'''

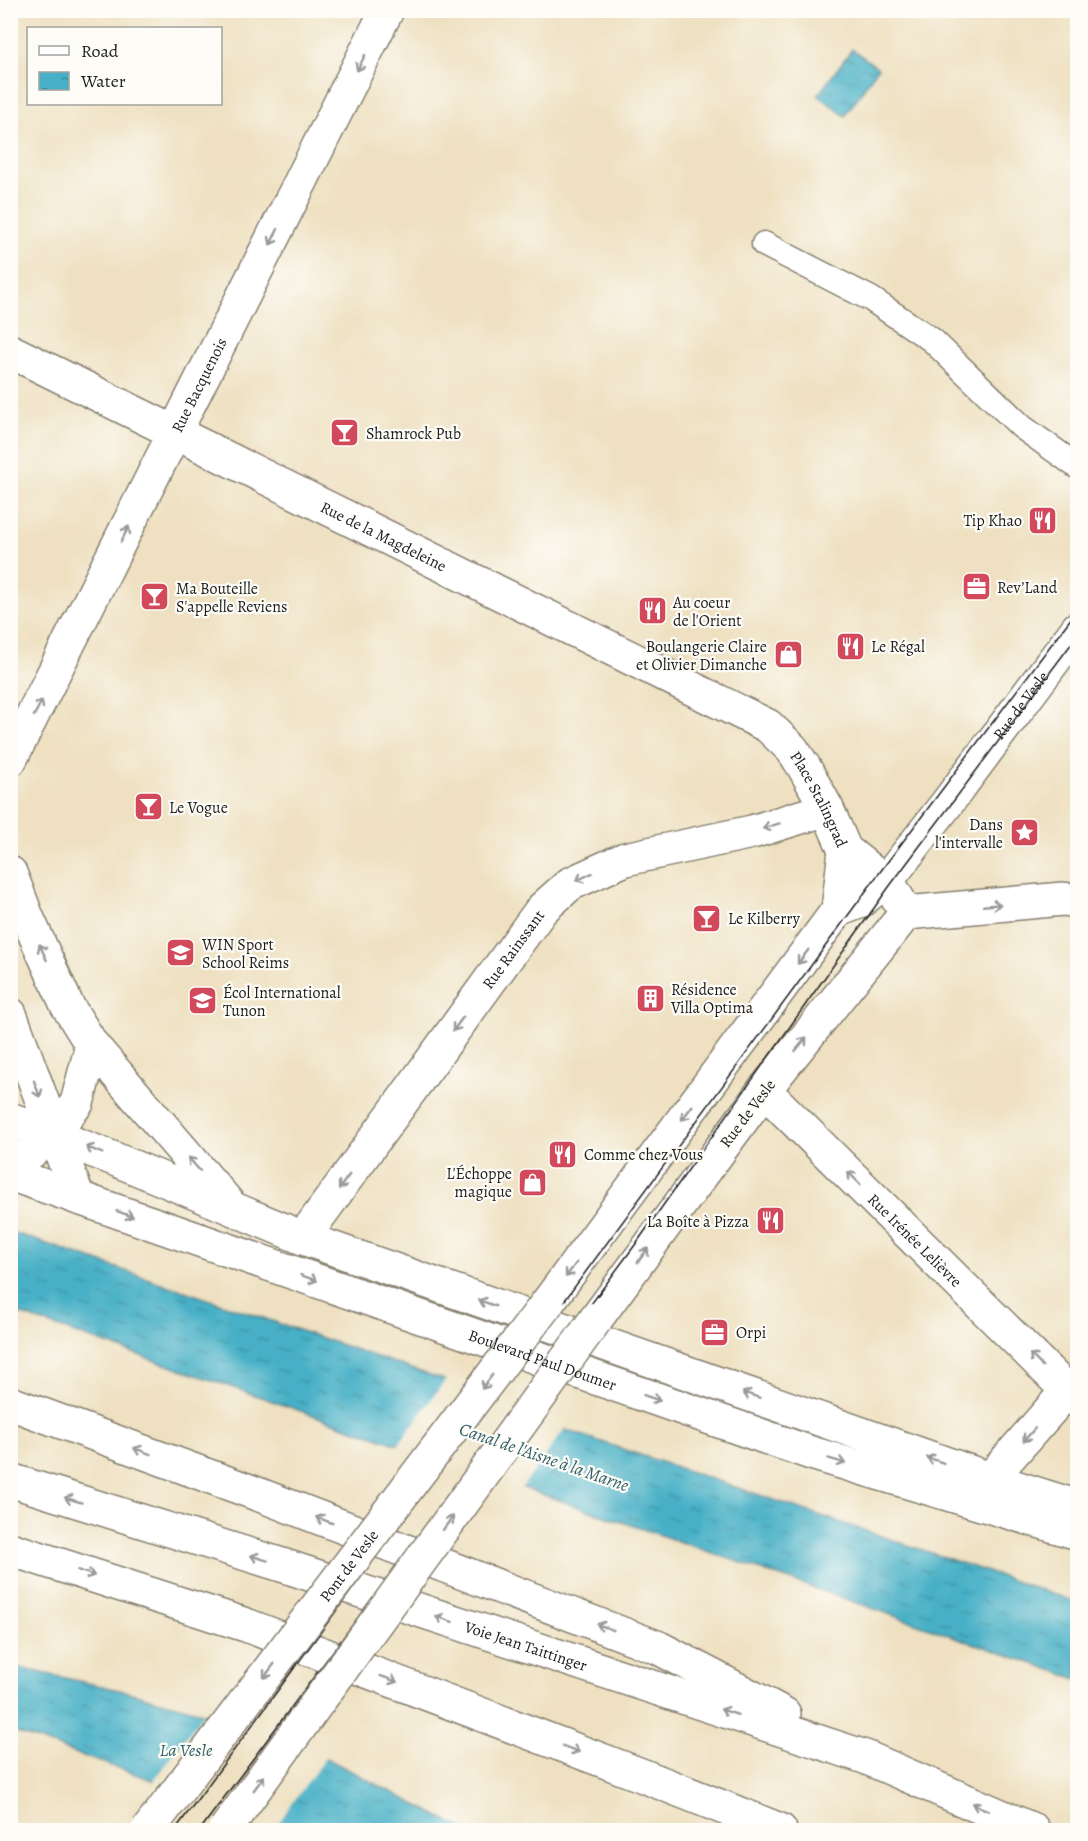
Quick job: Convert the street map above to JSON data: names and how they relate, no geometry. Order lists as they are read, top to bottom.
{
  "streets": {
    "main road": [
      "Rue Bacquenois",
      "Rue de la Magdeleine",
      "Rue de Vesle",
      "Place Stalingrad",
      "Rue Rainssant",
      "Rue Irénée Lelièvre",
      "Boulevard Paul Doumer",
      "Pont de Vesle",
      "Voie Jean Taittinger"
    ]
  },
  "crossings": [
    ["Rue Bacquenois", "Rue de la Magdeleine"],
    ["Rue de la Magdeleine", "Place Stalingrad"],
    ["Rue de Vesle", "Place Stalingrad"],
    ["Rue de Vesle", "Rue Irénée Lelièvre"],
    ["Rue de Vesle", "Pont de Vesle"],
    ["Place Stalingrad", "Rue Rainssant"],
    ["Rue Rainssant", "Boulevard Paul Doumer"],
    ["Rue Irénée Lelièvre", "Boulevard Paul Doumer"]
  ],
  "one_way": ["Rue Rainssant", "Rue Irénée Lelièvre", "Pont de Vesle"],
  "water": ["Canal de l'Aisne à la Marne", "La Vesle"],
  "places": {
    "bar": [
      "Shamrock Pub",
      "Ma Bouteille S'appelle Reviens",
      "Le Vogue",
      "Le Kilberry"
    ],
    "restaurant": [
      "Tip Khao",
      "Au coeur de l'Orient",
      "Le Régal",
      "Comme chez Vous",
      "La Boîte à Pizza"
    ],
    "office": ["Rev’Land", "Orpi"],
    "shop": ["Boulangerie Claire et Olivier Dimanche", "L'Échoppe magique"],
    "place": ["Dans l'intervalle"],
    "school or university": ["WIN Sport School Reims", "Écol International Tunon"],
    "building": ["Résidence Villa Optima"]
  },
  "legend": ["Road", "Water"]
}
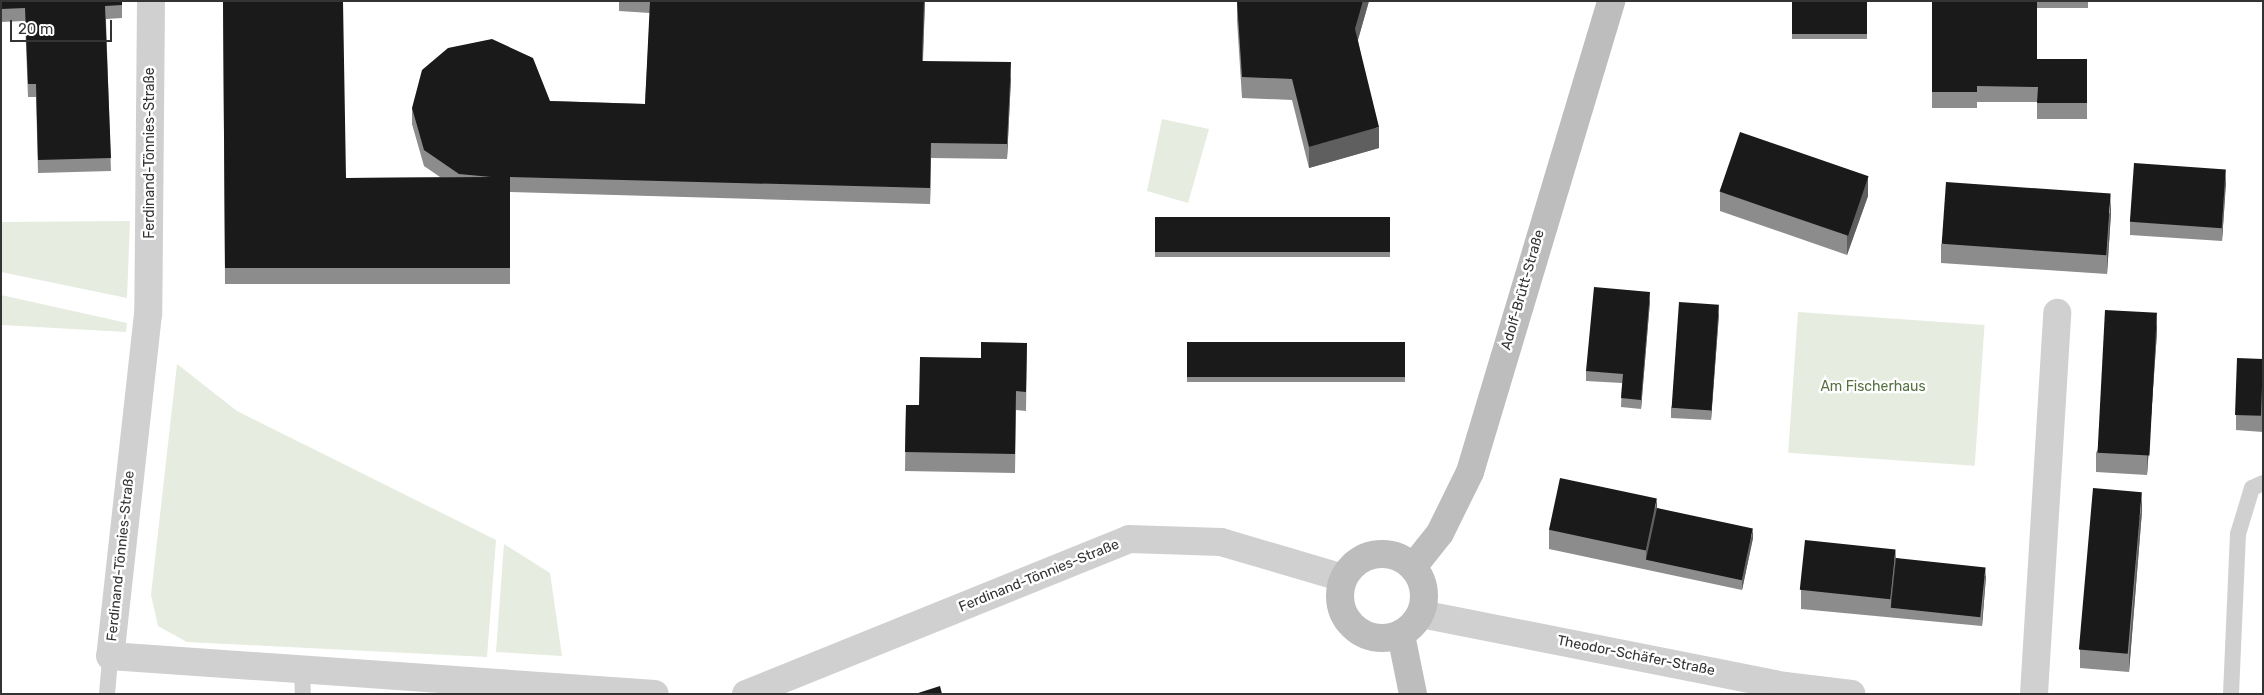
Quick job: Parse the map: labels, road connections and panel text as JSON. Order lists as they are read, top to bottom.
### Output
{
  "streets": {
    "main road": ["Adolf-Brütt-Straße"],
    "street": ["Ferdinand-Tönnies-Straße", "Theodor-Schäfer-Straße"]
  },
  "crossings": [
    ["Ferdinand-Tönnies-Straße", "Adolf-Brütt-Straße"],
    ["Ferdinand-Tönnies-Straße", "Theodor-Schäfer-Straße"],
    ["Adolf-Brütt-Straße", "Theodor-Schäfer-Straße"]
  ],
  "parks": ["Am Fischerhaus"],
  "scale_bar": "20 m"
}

'''

Assignment: Repeat precisely, and with nothing added, every line from the one containing "Quick job: Parse" to the last line of the listing above.

Task solution:
Quick job: Parse the map: labels, road connections and panel text as JSON. Order lists as they are read, top to bottom.
### Output
{
  "streets": {
    "main road": ["Adolf-Brütt-Straße"],
    "street": ["Ferdinand-Tönnies-Straße", "Theodor-Schäfer-Straße"]
  },
  "crossings": [
    ["Ferdinand-Tönnies-Straße", "Adolf-Brütt-Straße"],
    ["Ferdinand-Tönnies-Straße", "Theodor-Schäfer-Straße"],
    ["Adolf-Brütt-Straße", "Theodor-Schäfer-Straße"]
  ],
  "parks": ["Am Fischerhaus"],
  "scale_bar": "20 m"
}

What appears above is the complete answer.